EXERCISE GOAL:
Return only the lines running from the first line of the listing through the one with "3px #514635) drop-shadow(0", unchanged.

══ INFORMATION PROVIDED ══

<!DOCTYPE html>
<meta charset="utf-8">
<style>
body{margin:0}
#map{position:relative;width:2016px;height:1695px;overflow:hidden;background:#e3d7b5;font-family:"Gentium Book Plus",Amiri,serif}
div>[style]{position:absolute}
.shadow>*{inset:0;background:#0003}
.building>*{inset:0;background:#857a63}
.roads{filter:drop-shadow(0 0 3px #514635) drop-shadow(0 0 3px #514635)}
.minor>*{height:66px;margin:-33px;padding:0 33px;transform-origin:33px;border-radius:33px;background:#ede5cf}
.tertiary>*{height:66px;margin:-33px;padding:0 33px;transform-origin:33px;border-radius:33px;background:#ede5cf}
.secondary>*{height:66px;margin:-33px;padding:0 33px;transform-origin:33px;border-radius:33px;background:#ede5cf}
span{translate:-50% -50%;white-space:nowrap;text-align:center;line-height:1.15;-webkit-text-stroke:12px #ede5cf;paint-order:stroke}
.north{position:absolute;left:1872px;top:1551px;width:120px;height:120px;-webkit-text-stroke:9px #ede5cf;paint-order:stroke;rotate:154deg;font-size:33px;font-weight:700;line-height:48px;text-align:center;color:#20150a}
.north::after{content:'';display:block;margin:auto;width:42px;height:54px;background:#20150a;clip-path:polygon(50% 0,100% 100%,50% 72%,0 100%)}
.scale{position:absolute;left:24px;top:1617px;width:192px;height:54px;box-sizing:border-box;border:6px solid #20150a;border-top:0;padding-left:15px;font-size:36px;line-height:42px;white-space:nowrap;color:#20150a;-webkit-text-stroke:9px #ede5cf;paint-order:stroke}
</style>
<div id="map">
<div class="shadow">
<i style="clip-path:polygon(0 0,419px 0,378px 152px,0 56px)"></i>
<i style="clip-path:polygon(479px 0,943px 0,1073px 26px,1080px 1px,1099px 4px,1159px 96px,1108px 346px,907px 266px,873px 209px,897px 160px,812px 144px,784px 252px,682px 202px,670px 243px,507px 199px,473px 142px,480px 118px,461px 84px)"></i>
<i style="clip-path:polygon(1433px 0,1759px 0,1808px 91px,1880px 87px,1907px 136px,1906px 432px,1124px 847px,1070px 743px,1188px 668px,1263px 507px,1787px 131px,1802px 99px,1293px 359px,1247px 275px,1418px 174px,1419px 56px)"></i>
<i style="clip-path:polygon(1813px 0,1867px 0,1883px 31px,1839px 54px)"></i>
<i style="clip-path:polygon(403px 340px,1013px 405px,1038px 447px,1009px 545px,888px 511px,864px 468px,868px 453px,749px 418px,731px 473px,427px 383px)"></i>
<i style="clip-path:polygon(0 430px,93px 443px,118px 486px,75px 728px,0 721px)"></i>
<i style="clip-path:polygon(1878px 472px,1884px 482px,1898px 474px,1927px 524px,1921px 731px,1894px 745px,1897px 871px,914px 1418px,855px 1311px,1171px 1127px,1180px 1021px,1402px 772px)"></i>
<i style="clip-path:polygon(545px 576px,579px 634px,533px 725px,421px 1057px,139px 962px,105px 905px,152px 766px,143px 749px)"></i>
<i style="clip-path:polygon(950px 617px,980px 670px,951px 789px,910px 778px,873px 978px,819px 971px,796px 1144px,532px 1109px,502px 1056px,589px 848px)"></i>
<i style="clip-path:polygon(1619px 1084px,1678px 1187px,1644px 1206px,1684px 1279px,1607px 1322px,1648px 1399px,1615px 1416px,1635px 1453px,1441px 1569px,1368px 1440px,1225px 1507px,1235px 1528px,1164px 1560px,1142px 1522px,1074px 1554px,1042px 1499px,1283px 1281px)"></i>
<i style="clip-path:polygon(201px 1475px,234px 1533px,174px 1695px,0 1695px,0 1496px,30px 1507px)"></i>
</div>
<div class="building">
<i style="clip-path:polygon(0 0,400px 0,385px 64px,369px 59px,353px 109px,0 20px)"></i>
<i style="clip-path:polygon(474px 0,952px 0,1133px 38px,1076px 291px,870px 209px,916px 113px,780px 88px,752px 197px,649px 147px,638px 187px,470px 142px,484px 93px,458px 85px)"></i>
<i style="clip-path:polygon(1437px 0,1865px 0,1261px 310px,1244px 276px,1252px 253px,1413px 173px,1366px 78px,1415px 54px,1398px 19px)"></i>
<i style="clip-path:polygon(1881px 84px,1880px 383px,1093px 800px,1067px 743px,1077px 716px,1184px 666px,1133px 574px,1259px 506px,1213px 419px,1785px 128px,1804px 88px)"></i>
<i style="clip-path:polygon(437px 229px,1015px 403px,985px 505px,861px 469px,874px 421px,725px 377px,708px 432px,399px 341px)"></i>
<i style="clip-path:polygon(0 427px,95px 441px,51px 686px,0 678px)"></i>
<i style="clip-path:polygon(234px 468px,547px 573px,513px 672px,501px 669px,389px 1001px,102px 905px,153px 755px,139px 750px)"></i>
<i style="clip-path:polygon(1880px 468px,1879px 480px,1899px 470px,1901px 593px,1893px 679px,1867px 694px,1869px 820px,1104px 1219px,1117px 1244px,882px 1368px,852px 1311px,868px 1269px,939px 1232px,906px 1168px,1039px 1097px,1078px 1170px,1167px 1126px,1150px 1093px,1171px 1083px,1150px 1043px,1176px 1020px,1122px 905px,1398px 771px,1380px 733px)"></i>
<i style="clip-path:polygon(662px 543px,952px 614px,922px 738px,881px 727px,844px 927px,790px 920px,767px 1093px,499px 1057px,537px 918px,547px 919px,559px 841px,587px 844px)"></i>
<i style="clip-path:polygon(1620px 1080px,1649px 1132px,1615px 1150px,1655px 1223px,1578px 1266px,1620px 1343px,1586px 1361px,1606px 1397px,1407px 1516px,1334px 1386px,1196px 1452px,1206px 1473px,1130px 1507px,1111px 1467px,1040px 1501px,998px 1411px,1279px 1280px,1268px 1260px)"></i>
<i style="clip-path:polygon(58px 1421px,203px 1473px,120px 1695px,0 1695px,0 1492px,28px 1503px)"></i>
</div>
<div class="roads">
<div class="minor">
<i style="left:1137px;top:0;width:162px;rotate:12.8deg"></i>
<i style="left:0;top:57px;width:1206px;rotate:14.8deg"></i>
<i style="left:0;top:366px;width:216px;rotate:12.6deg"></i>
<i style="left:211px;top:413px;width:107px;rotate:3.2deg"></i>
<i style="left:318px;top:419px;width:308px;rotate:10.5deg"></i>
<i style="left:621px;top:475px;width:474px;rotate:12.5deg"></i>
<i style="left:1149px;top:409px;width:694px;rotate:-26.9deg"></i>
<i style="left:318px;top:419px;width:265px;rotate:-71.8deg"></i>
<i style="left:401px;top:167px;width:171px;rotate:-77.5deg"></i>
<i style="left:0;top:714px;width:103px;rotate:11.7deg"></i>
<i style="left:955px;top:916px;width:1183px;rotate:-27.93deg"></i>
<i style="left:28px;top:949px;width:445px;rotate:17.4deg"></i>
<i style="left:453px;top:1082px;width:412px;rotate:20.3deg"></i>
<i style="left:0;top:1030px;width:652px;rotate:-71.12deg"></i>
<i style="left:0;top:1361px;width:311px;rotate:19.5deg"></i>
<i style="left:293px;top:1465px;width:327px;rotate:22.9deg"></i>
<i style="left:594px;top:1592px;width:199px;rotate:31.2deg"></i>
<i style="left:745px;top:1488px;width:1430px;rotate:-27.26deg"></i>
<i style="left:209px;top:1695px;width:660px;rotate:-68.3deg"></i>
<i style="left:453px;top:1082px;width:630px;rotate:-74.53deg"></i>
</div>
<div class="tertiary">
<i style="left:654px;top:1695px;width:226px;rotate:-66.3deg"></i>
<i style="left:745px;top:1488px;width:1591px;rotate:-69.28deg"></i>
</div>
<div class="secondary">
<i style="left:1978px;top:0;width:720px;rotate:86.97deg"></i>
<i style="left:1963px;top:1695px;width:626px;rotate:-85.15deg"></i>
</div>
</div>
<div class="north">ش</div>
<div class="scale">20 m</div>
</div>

═══

WRITTEN SOLUTION:
<!DOCTYPE html>
<meta charset="utf-8">
<style>
body{margin:0}
#map{position:relative;width:2016px;height:1695px;overflow:hidden;background:#e3d7b5;font-family:"Gentium Book Plus",Amiri,serif}
div>[style]{position:absolute}
.shadow>*{inset:0;background:#0003}
.building>*{inset:0;background:#857a63}
.roads{filter:drop-shadow(0 0 3px #514635) drop-shadow(0 0 3px #514635)}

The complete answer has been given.